Bernd war sie bisher so gut es ging aus dem Weg gegangen. Wenn es ihm auffiel, so ließ er sich das zumindest nicht anmerken.
Selma empfand jedes Mal Widerwillen, wenn er sie in die Arme nahm. Es war ihr unmöglich, Zärtlichkeiten mit ihm auszutauschen.
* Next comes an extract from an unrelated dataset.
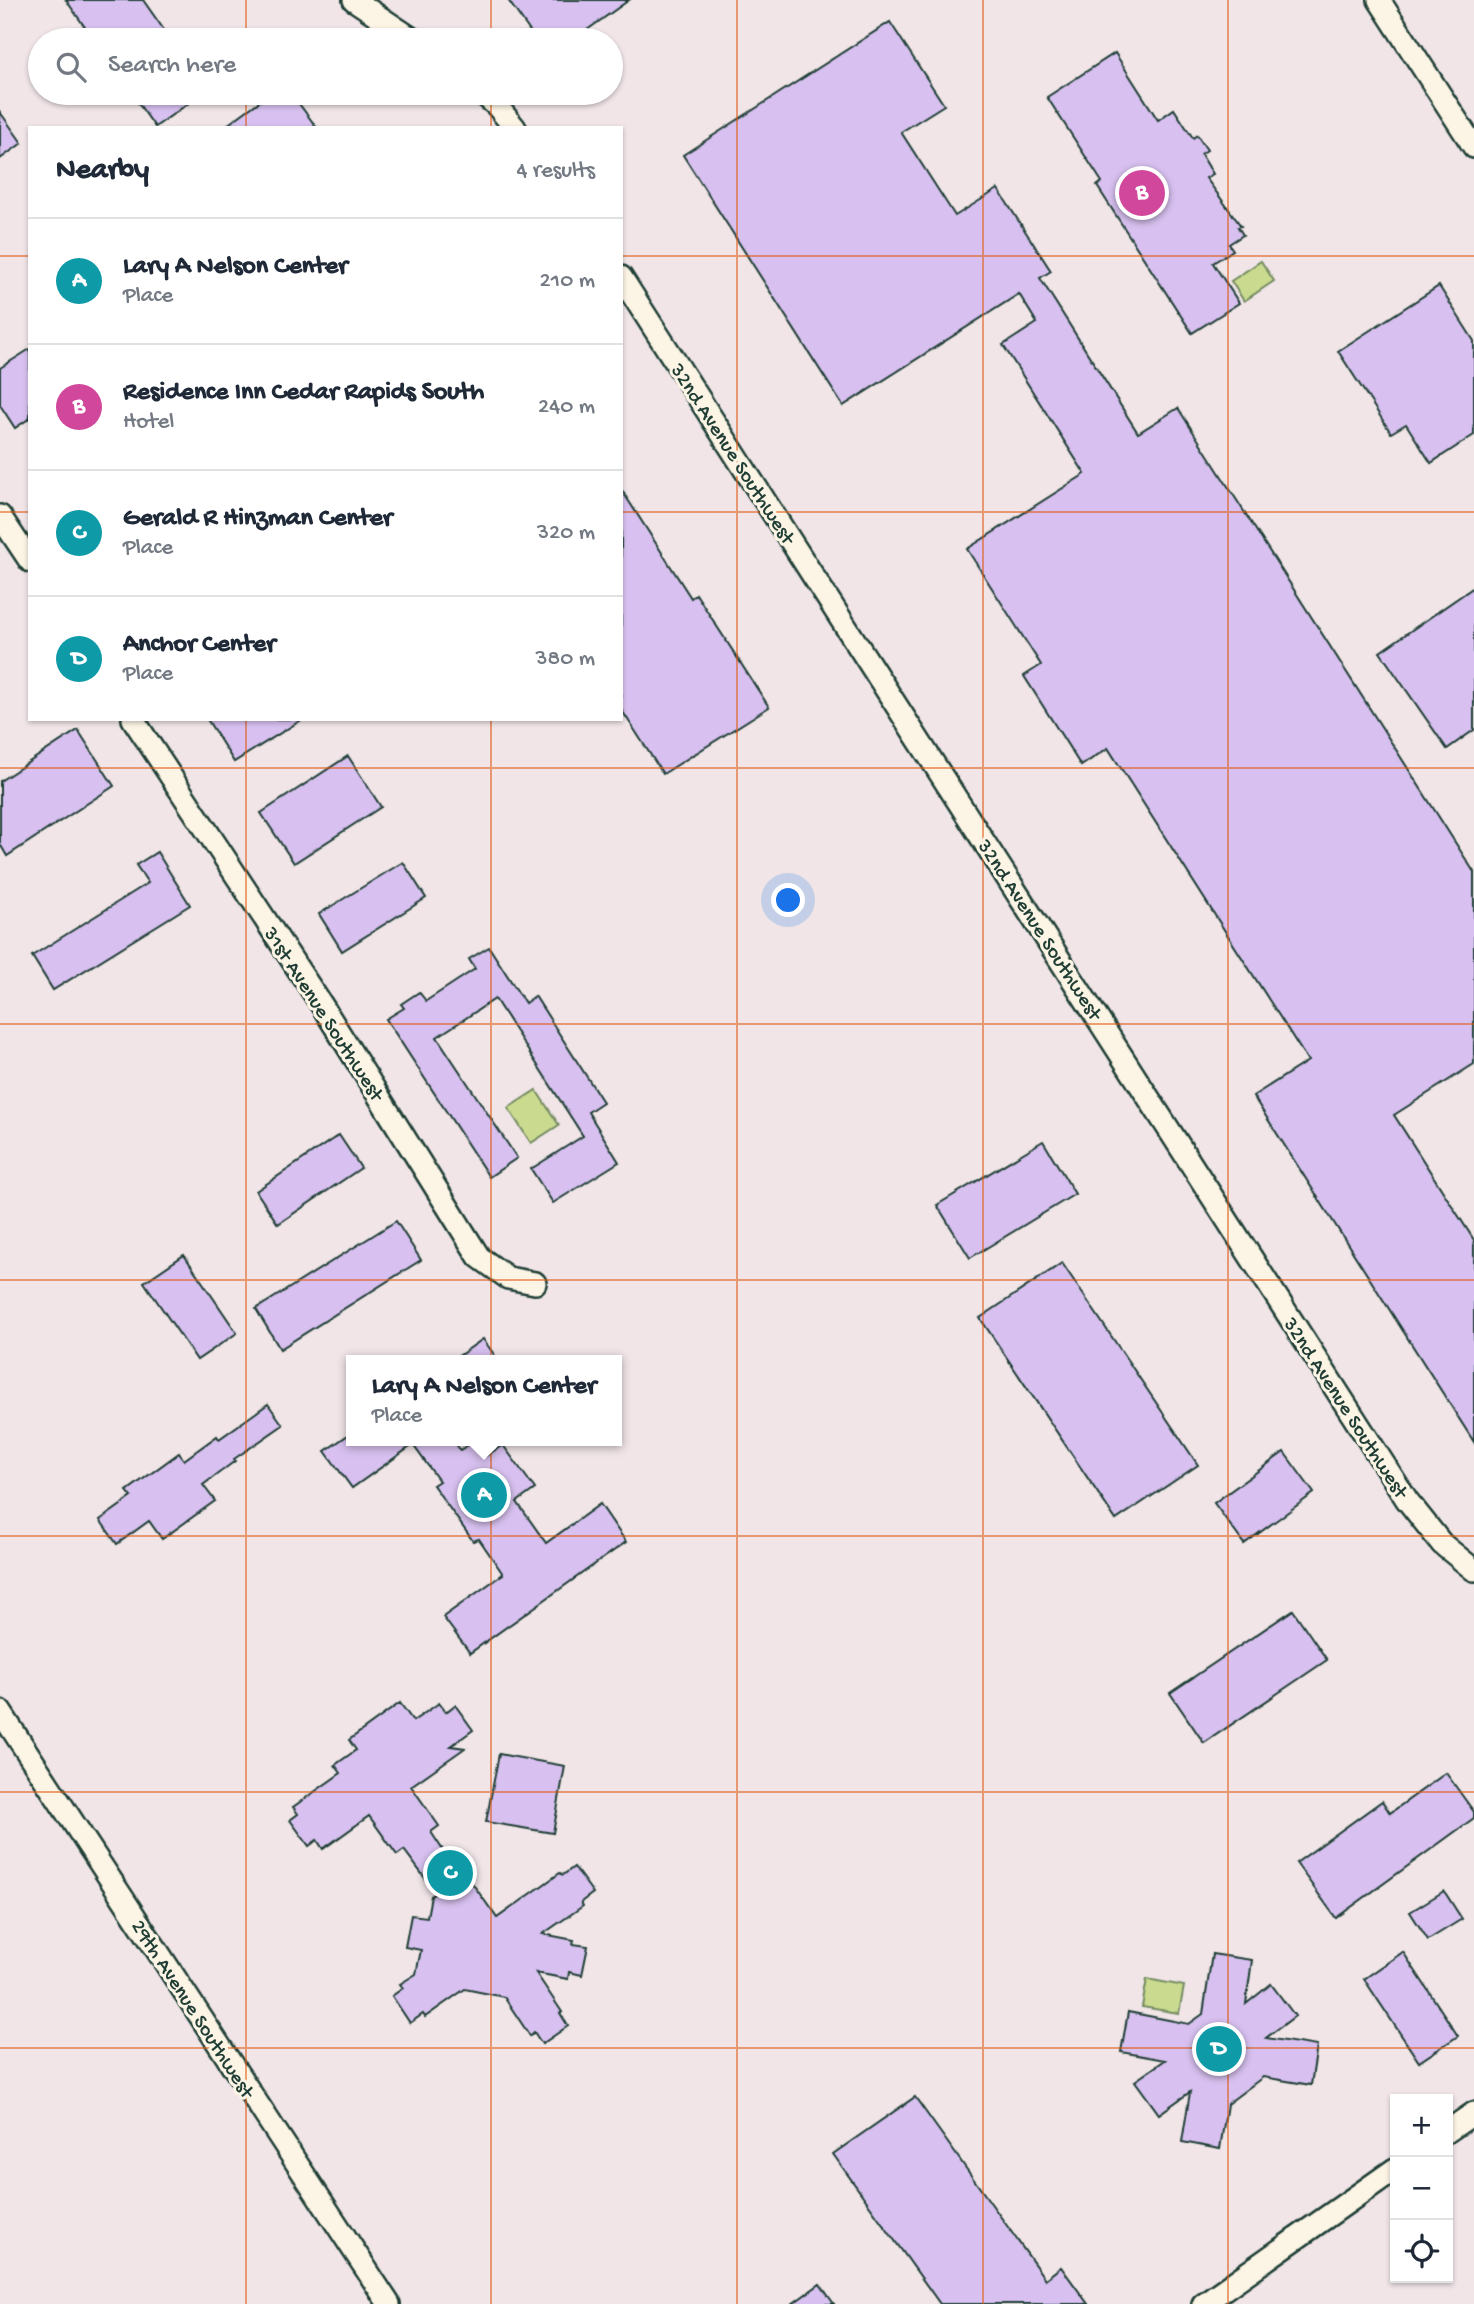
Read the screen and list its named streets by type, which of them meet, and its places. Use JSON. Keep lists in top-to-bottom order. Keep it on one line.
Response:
{"streets":{"street":["32nd Avenue Southwest","31st Avenue Southwest","29th Avenue Southwest"]},"page":{"search":"Search here","heading":["Nearby","4 results"],"pins":["B","A","C","D"],"list":[{"mark":"A","name":"Lary A Nelson Center","note":"Place","value":"210 m"},{"mark":"B","name":"Residence Inn Cedar Rapids South","note":"Hotel","value":"240 m"},{"mark":"C","name":"Gerald R Hinzman Center","note":"Place","value":"320 m"},{"mark":"D","name":"Anchor Center","note":"Place","value":"380 m"}],"popup":["Lary A Nelson Center","Place"],"map_buttons":["+","−"]}}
Ihre Sekretärin Lovisa brachte ihr ein Tablett mit Tee und Gebäck. Sie stellte es auf dem Schreibtisch des hübschen kleinen Büros mit der femininen Einrichtung und den pastellfarbenen Tapeten ab und informierte Selma darüber, dass ein gewisser Magnus Sigge wieder angerufen hatte. Sie reichte Selma den Zettel mit der Nummer.
»Danke, Lovisa.« Selma lächelte und gab sich alle Mühe, eine gleichgültige Miene zu zeigen. Als Lovisa den Raum verlassen hatte, betrachtete sie den Zettel, obwohl sie die Nummer auswendig kannte. So oft hatte Magnus in den letzten Tagen angerufen, aber sie hatte nie darauf reagiert. Er hatte sie weggeschickt. Was wollte er also jetzt noch von ihr? Selma strich mit dem Zeigefinger über den Zettel. Sie konnte nicht umhin, Zärtlichkeit zu empfinden. Sie glaubte, wieder das Rauschen der Wellen zu hören, spürte Seeluft und Sonnenstrahlen auf ihrer Haut, zärtliche Küsse …
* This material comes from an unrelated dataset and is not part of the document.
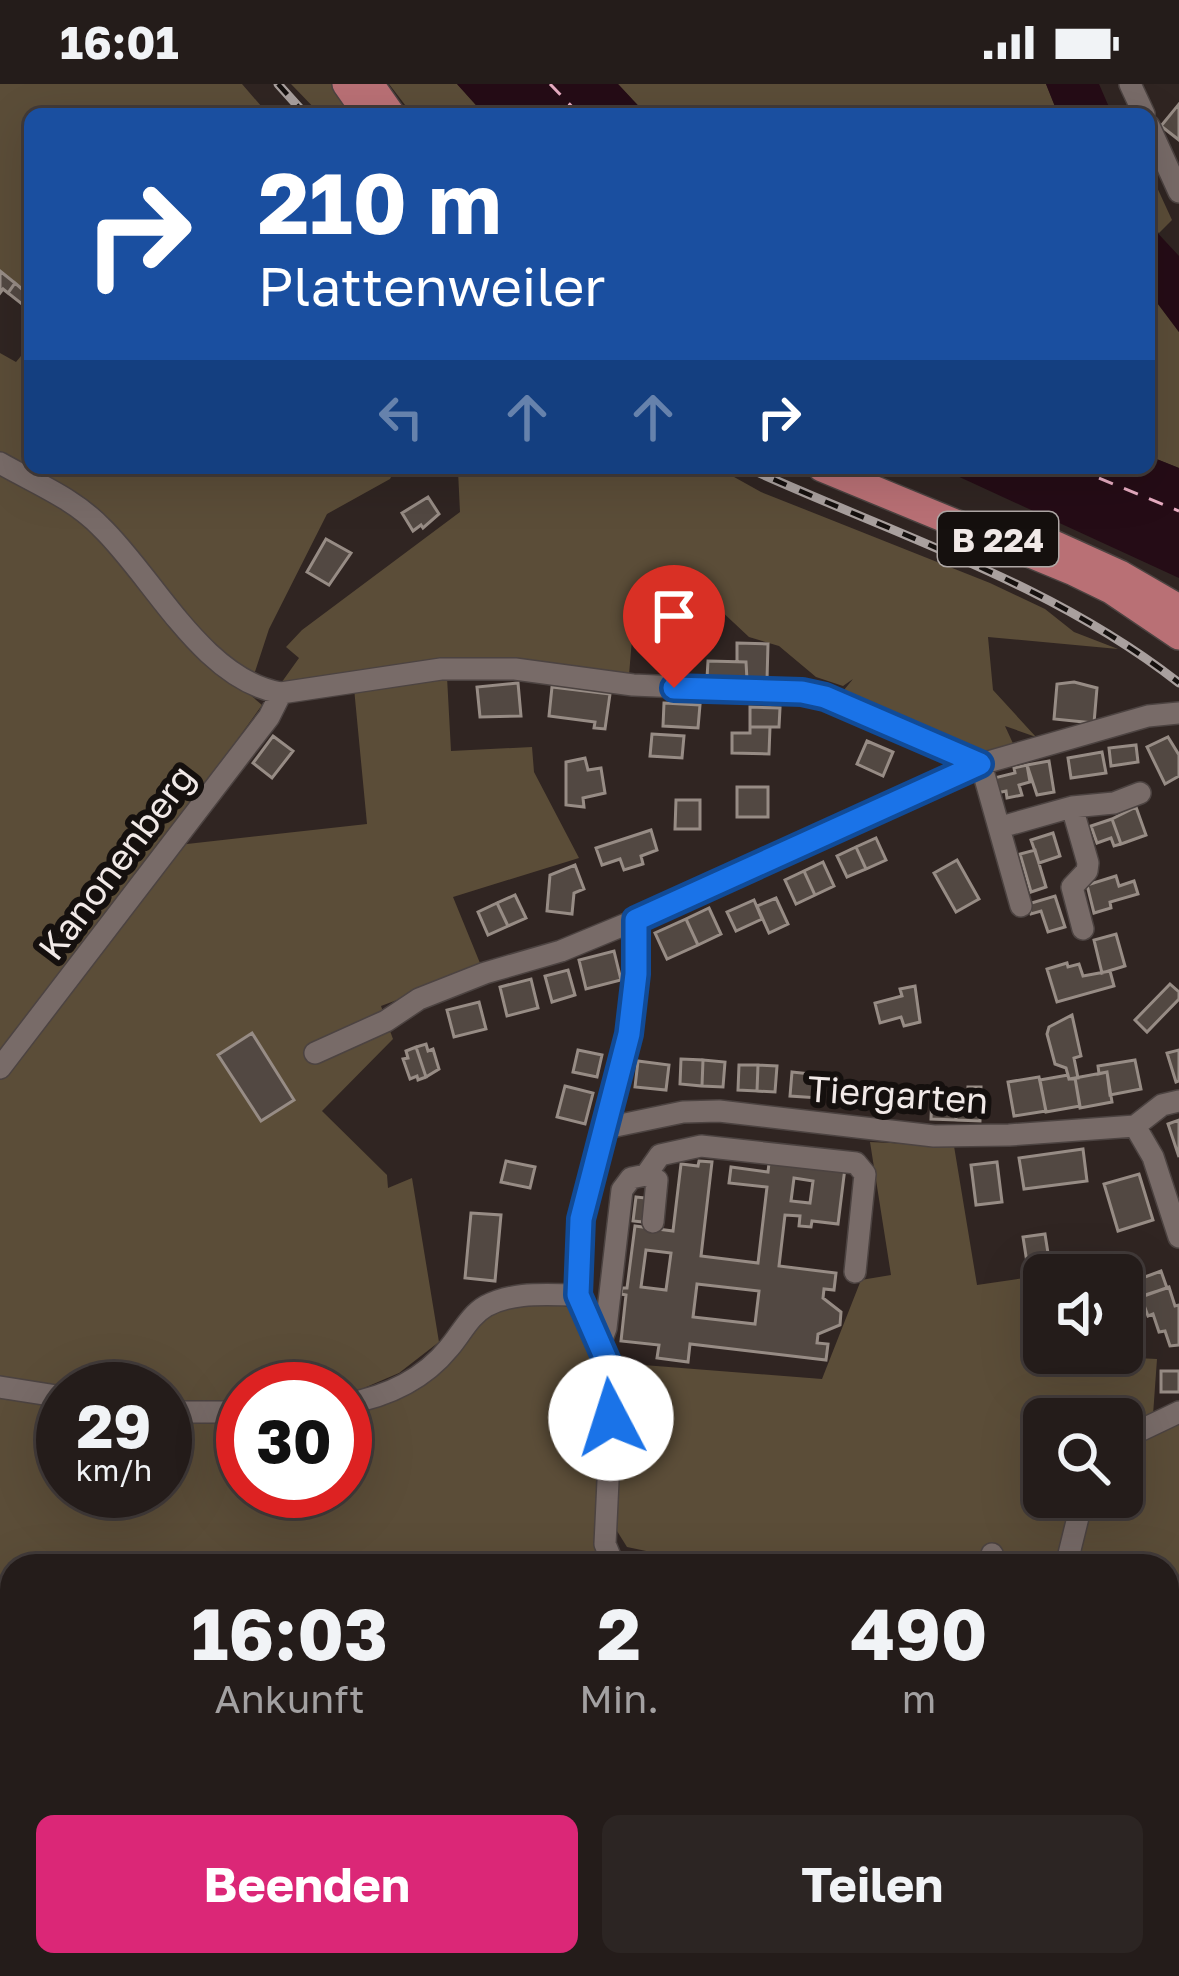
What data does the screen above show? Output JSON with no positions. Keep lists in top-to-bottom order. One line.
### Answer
{"streets":{"main road":["B 224"],"street":["Kanonenberg","Tiergarten"]},"page":{"status":"16:01","turn":["210 m","Plattenweiler"],"speed":"29 km/h","limit":"30","eta":["16:03","Ankunft","2","Min.","490","m"],"buttons":["Beenden","Teilen"]}}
Als Bernd ohne anzuklopfen in ihr Büro trat, knüllte sie den Zettel hastig zusammen und warf ihn in den Papierkorb.
»Guten Morgen«, sagte er, schloss die Tür und kam mit ausgebreiteten Armen auf sie zu. »Selma, Schatz, du siehst großartig aus.« Er umarmte sie und wollte sie küssen. Selma drehte den Kopf im letzten Moment ein wenig zur Seite, deshalb trafen seine Lippen nicht ihren Mund, sondern ihre Wange. Er tat so, als wäre das ganz normal.
»Ich bin wirklich froh, dass du wieder da bist«, sagte er und ließ sie los.
»Es ist wohl richtig so«, sagte Selma leise und trat hinter ihren Schreibtisch. Sie brauchte diese Distanz zwischen sich und Bernd.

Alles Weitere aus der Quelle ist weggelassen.